Required action —
What is needed is an exact copy of the records below, minus any pictures.

(Given data)

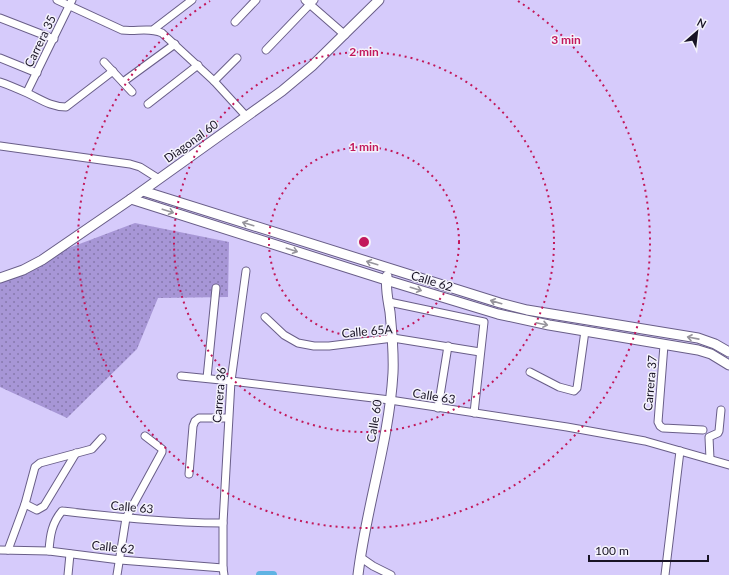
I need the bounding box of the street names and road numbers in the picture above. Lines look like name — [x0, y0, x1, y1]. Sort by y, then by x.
street label: Carrera 35 — [21, 13, 59, 69]
street label: Diagonal 60 — [161, 116, 221, 166]
street label: Calle 62 — [409, 268, 455, 294]
street label: Calle 65A — [341, 321, 394, 341]
street label: Carrera 37 — [640, 354, 660, 412]
street label: Carrera 36 — [209, 366, 229, 424]
street label: Calle 63 — [412, 385, 456, 407]
street label: Calle 60 — [363, 399, 385, 443]
street label: Calle 63 — [110, 498, 154, 516]
street label: Calle 62 — [91, 537, 135, 557]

(End Given data)

Output for this exercise —
I need the bounding box of the street names and road numbers in the picture above. Lines look like name — [x0, y0, x1, y1]. Sort by y, then by x.
street label: Carrera 35 — [21, 13, 59, 69]
street label: Diagonal 60 — [161, 116, 221, 166]
street label: Calle 62 — [409, 268, 455, 294]
street label: Calle 65A — [341, 321, 394, 341]
street label: Carrera 37 — [640, 354, 660, 412]
street label: Carrera 36 — [209, 366, 229, 424]
street label: Calle 63 — [412, 385, 456, 407]
street label: Calle 60 — [363, 399, 385, 443]
street label: Calle 63 — [110, 498, 154, 516]
street label: Calle 62 — [91, 537, 135, 557]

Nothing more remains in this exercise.